Task directions: Each line of the data below holding the word "labels" must be copied.

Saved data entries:
******************************

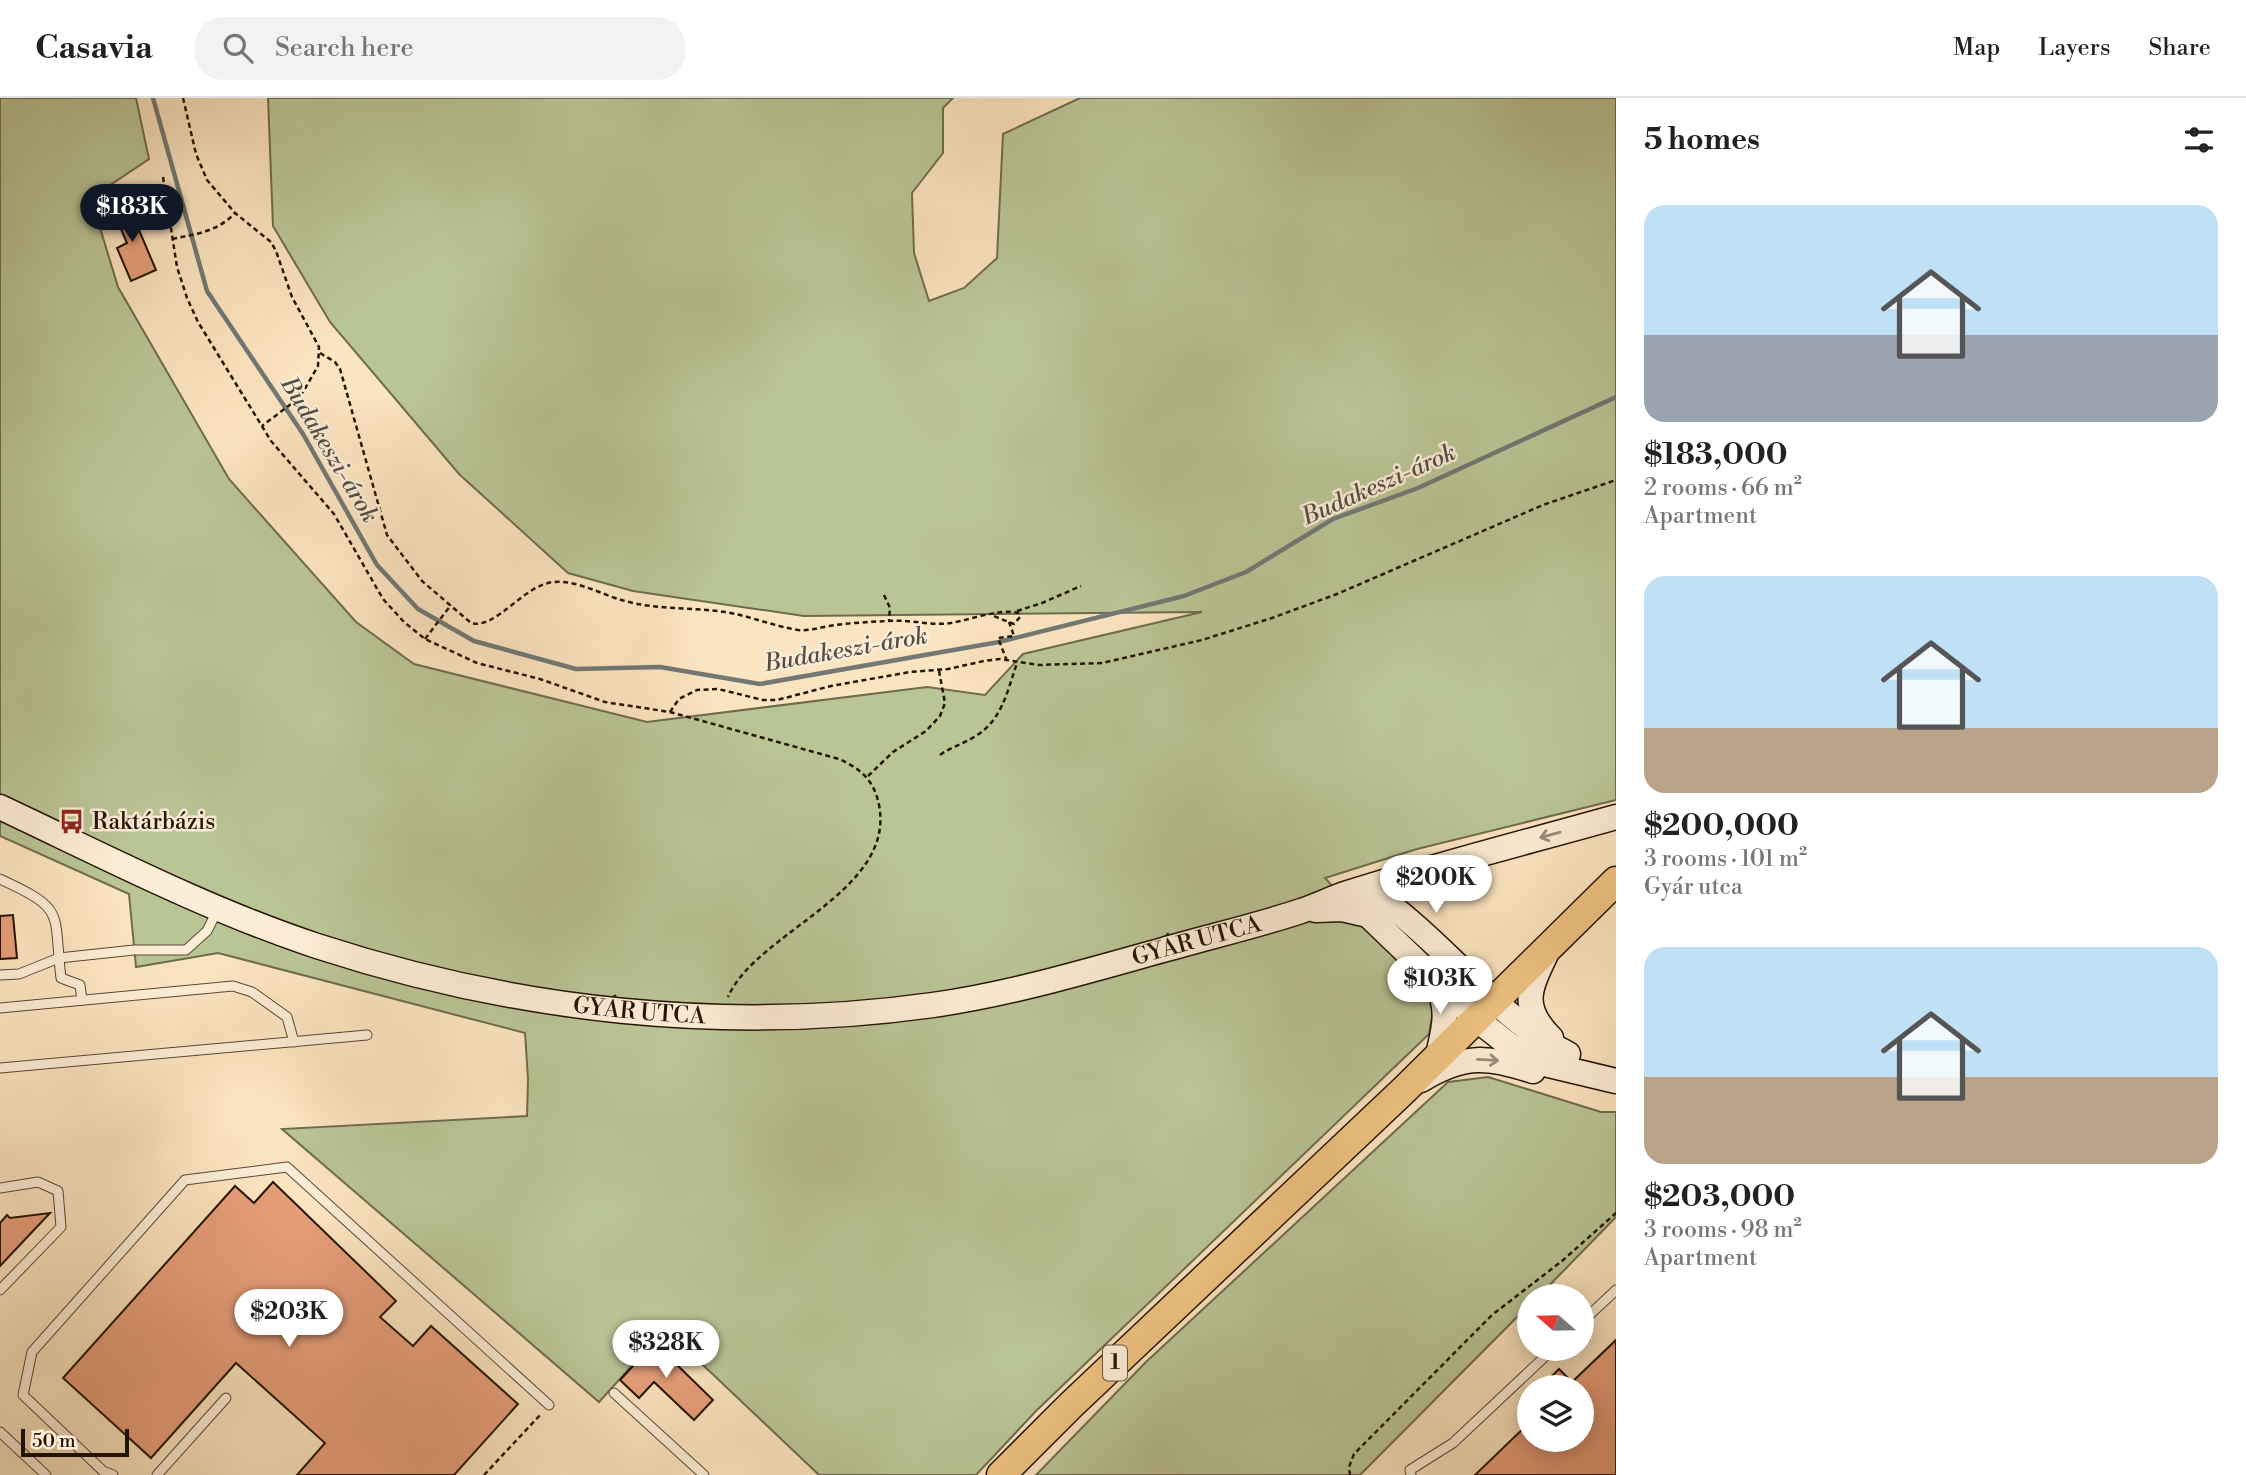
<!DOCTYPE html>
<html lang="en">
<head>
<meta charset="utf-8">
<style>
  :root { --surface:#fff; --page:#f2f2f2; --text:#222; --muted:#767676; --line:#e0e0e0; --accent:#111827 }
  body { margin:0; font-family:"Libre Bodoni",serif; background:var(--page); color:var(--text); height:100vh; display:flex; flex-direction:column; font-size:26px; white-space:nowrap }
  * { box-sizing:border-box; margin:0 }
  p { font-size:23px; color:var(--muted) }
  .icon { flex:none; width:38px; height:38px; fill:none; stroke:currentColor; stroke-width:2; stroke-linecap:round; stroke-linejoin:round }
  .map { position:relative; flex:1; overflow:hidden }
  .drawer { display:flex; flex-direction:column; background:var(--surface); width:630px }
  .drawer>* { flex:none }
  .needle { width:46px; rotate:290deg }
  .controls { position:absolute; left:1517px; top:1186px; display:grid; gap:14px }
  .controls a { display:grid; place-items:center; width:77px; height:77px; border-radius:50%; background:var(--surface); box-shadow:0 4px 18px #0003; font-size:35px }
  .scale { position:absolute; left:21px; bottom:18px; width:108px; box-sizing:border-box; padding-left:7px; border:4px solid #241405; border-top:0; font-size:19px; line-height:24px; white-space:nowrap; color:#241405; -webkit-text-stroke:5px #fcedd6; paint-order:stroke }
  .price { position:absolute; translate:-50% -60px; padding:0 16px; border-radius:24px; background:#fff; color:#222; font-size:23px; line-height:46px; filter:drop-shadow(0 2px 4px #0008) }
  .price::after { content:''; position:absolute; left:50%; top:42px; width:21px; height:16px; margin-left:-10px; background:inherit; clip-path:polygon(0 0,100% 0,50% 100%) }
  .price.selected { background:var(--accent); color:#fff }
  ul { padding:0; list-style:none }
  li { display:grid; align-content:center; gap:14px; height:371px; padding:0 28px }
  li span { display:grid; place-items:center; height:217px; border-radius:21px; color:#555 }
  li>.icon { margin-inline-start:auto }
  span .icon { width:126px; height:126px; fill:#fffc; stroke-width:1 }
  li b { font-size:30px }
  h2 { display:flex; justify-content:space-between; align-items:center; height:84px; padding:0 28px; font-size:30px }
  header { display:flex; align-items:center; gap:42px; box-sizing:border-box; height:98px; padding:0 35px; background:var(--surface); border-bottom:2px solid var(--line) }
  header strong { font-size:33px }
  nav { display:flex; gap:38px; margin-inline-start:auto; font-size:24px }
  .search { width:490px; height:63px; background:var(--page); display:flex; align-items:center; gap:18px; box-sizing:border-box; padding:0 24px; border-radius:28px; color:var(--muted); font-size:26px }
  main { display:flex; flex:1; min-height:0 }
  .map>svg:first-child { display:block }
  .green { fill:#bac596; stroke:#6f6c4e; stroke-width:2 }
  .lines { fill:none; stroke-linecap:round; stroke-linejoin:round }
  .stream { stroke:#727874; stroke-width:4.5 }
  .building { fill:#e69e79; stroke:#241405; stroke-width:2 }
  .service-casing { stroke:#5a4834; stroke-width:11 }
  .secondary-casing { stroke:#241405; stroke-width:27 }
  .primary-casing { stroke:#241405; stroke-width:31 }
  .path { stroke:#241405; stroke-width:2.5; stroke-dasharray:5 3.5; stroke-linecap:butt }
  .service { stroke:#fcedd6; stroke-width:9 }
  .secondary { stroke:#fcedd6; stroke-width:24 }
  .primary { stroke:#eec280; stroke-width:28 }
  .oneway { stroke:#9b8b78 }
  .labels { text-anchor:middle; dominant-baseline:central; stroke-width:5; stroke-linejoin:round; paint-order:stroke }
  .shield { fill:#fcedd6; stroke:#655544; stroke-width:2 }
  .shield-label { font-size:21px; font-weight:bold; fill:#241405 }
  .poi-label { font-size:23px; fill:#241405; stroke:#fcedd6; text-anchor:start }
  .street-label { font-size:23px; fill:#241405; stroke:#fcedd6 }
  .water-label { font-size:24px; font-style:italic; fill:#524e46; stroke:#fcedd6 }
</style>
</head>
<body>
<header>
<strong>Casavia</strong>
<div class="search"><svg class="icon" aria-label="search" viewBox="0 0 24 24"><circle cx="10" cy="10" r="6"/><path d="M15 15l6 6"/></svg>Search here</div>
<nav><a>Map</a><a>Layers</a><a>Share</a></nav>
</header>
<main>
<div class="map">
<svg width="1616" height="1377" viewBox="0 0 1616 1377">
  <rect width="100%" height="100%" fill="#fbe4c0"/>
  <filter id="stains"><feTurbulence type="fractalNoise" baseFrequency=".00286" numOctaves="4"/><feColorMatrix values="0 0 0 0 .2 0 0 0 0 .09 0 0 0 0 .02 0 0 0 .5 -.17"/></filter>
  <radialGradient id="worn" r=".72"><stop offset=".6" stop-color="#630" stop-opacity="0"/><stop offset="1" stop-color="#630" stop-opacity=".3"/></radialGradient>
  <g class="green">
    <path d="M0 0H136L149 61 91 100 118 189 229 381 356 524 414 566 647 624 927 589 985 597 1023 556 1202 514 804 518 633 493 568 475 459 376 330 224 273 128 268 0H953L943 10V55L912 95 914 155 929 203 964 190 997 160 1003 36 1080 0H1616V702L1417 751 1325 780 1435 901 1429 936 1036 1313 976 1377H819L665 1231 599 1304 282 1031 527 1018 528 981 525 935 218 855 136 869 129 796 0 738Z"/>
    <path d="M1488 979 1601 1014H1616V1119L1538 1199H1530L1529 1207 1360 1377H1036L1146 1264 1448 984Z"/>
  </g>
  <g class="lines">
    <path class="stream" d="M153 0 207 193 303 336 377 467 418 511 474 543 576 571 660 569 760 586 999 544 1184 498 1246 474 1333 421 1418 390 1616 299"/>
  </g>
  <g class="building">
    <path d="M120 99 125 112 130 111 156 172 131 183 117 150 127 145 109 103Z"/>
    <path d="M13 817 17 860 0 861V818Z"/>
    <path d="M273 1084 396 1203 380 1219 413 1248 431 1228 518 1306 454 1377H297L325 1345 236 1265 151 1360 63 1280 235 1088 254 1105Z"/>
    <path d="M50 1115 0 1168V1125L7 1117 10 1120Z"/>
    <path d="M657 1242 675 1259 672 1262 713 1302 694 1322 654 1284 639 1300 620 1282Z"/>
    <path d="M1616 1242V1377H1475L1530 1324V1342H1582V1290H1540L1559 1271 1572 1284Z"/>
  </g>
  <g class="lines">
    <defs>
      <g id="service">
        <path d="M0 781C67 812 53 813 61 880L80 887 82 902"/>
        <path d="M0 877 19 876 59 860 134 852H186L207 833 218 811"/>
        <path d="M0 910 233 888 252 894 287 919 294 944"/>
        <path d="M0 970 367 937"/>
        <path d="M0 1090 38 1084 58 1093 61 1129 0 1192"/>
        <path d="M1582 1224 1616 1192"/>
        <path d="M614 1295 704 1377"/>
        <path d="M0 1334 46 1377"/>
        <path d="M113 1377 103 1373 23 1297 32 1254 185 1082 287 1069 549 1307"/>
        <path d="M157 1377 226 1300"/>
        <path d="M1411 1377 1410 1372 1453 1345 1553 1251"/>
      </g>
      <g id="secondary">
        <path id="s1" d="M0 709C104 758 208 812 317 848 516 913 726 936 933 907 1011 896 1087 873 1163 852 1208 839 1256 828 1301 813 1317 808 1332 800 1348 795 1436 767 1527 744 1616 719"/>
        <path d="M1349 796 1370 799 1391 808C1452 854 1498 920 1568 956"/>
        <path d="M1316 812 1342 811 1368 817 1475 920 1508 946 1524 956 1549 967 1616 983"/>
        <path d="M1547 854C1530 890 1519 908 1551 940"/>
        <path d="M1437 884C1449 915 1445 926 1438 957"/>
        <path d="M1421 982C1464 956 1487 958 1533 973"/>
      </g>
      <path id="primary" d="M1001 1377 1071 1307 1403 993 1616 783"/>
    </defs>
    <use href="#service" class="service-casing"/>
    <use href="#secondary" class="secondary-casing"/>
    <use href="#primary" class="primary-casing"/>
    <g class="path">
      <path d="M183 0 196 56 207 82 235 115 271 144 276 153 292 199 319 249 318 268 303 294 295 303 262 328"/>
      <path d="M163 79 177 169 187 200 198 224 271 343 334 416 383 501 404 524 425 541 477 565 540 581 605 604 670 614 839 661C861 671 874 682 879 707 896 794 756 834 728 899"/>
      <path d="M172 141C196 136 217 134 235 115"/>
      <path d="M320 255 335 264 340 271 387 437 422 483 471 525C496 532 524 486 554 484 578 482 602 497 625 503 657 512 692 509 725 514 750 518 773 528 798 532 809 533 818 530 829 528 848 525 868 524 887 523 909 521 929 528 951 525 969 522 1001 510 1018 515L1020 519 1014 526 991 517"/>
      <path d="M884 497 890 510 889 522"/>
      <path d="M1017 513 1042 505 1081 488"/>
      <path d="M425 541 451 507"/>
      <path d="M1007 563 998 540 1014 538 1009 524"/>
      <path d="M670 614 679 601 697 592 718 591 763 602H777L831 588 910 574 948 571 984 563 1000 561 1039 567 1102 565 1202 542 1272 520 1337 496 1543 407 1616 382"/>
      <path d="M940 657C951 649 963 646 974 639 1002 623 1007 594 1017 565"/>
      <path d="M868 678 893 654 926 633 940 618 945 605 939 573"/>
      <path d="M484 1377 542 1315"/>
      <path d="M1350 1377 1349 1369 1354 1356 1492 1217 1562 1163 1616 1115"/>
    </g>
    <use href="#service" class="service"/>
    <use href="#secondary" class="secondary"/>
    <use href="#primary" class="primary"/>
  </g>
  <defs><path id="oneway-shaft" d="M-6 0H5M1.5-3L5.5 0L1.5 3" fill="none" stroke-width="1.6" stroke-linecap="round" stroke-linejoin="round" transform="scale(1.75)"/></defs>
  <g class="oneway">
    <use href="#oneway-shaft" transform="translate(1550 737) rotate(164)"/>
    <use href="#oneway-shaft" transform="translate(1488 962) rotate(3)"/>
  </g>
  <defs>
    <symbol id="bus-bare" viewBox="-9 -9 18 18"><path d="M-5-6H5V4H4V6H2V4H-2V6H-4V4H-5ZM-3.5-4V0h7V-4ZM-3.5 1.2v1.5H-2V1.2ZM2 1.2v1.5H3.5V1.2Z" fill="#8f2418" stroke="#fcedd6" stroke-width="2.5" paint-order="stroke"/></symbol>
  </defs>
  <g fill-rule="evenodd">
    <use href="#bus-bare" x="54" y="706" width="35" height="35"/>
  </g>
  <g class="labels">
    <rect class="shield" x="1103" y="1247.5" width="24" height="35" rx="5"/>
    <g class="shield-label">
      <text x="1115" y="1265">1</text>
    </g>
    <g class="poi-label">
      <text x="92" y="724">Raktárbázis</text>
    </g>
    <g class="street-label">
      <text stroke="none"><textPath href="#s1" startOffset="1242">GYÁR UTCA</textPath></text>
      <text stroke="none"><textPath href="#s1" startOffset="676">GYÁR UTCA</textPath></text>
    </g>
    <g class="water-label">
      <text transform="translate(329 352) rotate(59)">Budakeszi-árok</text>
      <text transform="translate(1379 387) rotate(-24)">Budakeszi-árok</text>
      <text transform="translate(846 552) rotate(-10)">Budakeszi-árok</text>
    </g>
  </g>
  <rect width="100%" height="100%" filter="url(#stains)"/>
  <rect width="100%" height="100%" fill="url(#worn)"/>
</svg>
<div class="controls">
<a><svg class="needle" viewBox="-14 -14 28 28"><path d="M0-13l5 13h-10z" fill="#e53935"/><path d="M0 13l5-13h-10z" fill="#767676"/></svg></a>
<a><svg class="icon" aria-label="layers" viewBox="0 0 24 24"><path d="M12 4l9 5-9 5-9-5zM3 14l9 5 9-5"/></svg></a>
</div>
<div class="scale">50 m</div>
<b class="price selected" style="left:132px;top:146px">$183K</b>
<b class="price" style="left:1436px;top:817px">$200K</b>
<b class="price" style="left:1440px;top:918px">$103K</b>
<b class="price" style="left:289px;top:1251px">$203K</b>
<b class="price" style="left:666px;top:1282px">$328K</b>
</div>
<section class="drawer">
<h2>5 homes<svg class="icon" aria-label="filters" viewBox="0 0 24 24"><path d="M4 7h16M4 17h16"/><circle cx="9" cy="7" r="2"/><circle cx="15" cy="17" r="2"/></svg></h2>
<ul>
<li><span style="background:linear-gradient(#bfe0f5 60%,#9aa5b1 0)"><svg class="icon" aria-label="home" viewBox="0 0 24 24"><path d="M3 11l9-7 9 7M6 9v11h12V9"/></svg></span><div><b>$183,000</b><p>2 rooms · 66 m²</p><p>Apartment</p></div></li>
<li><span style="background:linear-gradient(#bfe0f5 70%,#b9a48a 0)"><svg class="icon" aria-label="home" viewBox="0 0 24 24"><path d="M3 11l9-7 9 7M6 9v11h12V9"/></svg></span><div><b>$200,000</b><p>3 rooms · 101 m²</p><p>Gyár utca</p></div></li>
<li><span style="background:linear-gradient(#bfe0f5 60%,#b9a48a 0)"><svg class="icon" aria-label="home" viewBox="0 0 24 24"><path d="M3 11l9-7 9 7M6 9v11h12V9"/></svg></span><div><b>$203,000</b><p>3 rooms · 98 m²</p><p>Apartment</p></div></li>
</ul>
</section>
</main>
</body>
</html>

******************************

Finished task:
  .labels { text-anchor:middle; dominant-baseline:central; stroke-width:5; stroke-linejoin:round; paint-order:stroke }
  <g class="labels">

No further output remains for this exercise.